Por otro lado, los efectos adversos enumerados por el autor, son en todo caso costes que asumen sus consumidores. Esto no es en ningún caso comparable a las externalidades generadas por el consumo de tabaco o alcohol. Y no tanto en su alcance, que también, sino por el hecho de que el consumo de tabaco o alcohol afecta tanto al que lo consume como a terceras personas (conducir bajo los efectos del alcohol puede tener graves consecuencias para los demás conductores o transeúntes o fumar puede tener consecuencias negativas para los llamados “fumadores pasivos”).

Con la pornografía no ocurre lo mismo. A priori no existe ningún tipo de “daño colateral” que justifique dicha intervención. Una campaña de sensibilización pagada con el dinero de los contribuyentes para sensibilizar a adultos libres sobre los cuestionados efectos del consumo de la pornografía, no parece una buena opción. Más allá de lo legítimo de quienes individualmente quieran organizarse para hacerlo y financiarlo.

Lo mismo sucede con la introducción de algún tipo de impuesto, conocido como impuesto pigouviano, para corregir esas externalidades. Tanto si entendemos que son los individuos los que internalizan sus costos, porque sus comportamientos no generan un coste extra que los contribuyentes deben asumir, fruto de su consumo de pornografía; como si la restricción del consumo de la pornografía genera otras externalidades peores que las que se pretenden evitar, un impuesto pigouviano está totalmente injustificado. La base teórica de una externalidad es no poder elegir si se quiere o no, ni poder escapar de ella. Así los efectos adversos de la pornografía no parecen serlo. 

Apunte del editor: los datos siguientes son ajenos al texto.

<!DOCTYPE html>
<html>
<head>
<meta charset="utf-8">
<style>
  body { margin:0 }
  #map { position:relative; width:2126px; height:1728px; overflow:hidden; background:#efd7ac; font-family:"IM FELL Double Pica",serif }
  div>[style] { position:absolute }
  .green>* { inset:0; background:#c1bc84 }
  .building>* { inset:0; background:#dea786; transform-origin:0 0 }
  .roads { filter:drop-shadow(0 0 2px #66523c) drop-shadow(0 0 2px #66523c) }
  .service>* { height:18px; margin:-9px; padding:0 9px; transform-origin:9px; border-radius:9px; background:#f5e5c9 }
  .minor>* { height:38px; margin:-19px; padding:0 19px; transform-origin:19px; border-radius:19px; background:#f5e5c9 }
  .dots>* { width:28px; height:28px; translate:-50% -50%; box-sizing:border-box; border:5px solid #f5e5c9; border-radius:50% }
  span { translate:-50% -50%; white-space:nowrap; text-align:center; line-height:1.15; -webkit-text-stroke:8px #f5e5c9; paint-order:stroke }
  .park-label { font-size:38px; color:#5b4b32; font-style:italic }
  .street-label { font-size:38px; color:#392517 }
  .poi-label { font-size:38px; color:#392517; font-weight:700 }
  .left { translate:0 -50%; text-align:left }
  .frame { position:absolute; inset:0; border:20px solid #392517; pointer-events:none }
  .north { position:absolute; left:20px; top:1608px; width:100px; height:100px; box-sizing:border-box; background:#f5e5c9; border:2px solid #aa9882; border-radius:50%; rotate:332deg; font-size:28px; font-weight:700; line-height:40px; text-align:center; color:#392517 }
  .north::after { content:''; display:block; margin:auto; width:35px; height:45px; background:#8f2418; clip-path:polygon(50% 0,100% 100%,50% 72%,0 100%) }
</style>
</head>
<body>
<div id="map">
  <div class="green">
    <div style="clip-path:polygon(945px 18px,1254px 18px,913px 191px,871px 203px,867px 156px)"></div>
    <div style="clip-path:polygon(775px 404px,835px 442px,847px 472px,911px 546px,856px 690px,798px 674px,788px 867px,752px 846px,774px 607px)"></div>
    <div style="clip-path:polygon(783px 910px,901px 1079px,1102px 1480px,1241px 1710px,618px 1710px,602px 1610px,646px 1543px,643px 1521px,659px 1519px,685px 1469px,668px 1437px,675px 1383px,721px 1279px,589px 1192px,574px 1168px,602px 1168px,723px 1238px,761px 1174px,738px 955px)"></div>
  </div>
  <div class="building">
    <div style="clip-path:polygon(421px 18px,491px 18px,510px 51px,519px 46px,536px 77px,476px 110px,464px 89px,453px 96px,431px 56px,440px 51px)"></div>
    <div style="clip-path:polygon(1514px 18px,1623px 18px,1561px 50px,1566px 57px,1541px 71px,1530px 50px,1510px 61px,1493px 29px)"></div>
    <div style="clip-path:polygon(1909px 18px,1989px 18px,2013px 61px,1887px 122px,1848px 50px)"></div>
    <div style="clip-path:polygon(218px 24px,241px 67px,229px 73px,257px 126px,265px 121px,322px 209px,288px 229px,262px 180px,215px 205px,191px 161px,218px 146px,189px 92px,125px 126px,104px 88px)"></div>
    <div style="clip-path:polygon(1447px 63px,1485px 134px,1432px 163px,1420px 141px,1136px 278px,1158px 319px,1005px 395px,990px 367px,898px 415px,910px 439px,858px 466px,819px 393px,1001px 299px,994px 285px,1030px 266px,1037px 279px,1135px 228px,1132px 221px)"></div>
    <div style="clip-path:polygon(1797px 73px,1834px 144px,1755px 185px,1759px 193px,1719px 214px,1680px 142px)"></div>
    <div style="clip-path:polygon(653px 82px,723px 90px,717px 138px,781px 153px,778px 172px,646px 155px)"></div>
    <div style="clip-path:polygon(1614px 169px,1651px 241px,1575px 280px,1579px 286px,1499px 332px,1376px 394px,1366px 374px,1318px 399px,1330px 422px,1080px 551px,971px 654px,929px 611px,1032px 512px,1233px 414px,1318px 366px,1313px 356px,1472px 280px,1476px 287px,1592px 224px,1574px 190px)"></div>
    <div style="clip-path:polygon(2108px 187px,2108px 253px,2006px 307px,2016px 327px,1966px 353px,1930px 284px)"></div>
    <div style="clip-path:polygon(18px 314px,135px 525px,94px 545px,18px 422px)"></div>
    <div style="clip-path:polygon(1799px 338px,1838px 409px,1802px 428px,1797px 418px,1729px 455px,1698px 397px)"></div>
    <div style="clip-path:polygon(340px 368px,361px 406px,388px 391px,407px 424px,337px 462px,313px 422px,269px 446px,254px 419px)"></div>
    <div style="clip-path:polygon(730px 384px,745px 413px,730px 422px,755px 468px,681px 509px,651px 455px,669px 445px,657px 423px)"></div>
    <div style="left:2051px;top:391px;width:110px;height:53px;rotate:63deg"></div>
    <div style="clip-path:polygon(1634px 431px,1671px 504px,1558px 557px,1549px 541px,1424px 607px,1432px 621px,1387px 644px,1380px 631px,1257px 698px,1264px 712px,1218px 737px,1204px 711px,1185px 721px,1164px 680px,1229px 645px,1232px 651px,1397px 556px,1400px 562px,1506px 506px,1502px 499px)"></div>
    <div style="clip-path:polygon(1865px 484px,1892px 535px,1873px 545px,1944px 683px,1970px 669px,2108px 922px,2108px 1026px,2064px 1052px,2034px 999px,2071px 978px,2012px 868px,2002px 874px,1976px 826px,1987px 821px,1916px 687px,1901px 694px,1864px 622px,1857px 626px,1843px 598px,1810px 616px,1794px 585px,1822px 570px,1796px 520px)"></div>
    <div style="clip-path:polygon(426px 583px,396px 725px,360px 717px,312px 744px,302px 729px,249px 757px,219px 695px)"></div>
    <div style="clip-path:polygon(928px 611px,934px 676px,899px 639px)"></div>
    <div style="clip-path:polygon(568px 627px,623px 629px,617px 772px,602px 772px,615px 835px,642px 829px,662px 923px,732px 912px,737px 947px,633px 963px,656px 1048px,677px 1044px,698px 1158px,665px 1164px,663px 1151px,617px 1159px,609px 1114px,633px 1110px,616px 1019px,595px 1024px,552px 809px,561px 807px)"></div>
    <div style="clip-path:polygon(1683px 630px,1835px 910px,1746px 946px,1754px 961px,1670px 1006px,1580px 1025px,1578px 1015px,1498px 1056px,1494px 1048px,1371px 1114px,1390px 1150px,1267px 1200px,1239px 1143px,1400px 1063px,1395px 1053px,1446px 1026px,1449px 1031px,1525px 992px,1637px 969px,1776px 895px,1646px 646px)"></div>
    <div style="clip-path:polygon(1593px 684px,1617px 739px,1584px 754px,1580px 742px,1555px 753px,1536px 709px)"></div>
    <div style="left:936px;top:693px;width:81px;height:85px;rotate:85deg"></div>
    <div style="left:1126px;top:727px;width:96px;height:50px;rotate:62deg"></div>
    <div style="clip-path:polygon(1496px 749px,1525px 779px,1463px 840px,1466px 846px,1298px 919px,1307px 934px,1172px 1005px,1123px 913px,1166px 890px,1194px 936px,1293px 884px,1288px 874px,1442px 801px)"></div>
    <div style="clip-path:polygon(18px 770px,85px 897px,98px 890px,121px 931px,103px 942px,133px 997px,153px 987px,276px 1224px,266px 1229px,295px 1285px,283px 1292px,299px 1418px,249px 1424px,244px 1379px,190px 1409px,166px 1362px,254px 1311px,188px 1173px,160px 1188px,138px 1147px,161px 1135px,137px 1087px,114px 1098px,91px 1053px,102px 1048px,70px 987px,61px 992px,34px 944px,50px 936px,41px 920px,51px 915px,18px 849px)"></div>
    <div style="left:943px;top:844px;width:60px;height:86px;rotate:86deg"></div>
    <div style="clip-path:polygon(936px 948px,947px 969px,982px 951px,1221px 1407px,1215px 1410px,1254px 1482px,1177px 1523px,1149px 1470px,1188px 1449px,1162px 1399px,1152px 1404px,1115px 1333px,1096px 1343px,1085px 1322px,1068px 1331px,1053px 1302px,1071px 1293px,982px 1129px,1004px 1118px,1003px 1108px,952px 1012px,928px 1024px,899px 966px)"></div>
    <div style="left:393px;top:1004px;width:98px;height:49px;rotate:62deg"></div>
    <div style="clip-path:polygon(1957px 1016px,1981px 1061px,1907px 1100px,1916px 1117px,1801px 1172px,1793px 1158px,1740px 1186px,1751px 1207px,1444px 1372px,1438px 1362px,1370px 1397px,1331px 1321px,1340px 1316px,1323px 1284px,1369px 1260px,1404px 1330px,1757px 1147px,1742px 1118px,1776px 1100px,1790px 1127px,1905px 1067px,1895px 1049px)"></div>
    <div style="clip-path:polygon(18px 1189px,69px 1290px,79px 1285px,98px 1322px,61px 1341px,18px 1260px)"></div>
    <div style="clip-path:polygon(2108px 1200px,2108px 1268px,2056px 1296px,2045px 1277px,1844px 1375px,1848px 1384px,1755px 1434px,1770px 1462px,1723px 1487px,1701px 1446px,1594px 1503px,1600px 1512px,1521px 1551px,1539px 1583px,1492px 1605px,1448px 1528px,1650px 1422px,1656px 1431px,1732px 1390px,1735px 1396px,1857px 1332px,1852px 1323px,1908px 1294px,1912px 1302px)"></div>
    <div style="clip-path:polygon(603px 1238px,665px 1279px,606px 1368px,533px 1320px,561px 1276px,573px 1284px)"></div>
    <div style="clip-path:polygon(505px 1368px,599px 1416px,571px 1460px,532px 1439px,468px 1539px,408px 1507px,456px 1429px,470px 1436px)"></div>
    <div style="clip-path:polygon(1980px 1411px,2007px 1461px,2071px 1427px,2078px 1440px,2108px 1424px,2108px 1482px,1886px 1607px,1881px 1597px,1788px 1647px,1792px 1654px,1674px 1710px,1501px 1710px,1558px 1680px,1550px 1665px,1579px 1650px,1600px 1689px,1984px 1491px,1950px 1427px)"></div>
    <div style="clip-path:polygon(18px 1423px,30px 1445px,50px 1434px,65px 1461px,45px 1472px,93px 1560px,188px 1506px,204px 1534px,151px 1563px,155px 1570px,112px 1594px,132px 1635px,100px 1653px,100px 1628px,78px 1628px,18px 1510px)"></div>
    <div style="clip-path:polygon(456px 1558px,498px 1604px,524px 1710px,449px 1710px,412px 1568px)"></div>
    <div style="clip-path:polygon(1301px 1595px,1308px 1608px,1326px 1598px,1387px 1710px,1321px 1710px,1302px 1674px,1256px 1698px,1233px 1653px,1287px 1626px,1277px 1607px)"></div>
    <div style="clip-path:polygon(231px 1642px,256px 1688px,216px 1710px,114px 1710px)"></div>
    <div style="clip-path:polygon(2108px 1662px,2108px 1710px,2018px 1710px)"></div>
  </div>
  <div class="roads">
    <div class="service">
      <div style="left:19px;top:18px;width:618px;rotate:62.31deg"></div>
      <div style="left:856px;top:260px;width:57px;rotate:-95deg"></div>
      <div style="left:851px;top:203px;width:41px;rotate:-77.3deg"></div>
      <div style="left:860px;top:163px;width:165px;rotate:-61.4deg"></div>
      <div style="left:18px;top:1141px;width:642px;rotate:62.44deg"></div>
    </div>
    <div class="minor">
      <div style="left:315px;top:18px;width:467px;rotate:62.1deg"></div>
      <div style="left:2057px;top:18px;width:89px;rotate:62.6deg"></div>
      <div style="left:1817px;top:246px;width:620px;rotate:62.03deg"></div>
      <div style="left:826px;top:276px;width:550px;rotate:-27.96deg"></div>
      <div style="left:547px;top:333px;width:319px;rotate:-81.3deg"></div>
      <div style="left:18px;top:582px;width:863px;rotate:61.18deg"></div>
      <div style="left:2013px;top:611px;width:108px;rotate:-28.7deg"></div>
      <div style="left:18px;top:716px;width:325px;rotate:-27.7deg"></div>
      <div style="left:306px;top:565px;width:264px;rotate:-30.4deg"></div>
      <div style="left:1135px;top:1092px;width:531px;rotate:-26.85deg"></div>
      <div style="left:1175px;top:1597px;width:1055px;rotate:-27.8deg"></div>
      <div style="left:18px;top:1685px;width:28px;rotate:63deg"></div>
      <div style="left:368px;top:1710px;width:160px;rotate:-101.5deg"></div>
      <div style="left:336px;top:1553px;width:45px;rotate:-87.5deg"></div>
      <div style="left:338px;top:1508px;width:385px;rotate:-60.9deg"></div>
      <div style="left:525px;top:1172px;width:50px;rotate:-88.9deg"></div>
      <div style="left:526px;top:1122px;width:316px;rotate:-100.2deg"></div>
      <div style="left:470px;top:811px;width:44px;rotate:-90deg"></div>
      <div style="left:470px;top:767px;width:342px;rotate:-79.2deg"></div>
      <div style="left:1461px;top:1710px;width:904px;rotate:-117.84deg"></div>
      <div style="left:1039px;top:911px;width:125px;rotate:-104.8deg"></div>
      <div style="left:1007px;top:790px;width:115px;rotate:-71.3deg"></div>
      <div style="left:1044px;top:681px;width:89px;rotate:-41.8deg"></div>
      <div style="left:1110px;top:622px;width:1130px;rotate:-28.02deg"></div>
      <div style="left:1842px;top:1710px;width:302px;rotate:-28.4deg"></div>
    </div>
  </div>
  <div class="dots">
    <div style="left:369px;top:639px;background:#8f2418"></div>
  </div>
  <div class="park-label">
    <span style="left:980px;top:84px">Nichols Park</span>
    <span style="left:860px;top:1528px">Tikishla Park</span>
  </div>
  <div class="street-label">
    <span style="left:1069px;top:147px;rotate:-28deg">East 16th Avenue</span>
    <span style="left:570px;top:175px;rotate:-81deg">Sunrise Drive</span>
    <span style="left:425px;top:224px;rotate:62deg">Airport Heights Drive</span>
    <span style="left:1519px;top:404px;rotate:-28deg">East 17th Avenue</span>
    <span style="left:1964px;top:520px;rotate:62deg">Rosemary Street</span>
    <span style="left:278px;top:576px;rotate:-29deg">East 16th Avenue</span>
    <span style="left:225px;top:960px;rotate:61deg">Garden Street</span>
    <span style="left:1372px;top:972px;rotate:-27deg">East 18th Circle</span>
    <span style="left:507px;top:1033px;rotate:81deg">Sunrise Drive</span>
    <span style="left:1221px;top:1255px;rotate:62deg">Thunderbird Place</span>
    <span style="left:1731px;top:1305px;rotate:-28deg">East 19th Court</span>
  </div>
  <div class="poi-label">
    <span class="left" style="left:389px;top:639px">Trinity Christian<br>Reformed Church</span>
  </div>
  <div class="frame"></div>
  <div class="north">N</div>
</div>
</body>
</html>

En definitiva el sexo no solo tiene un significado, para muchos, relacionado con el amor y la intimidad emocional, sino que también responde a una necesidad reproductiva, de aumento del autoestima y, por supuesto, de placer. Y aunque está claro que para satisfacer las funciones reproductiva y de fomento de la intimidad emocional, el sexo tiene que ser algo íntimo y personal; no está tan claro que eso sirva para que muchas personas satisfagan las otras dos funciones. 

Una sociedad libre, donde se respeten las libertades de todos los ciudadanos, requiere de una cultura (normas sociales) que lo acompañen. Si algunos productos pornográficos (no todos) contribuyen a mantener unas normas sociales que dificultan la convivencia pacífica y, debemos plantearnos qué hacer al respecto. Pero por el momento no existen argumentos de peso que justifiquen la intervención estatal. No solo porque se trata de elecciones tomadas por adultos libres, sino porque probablemente sólo generaría un mercado negro de esos bienes. Probablemente la solución sea un cambio en las normas sociales que debe liderar la propia ciudadanía.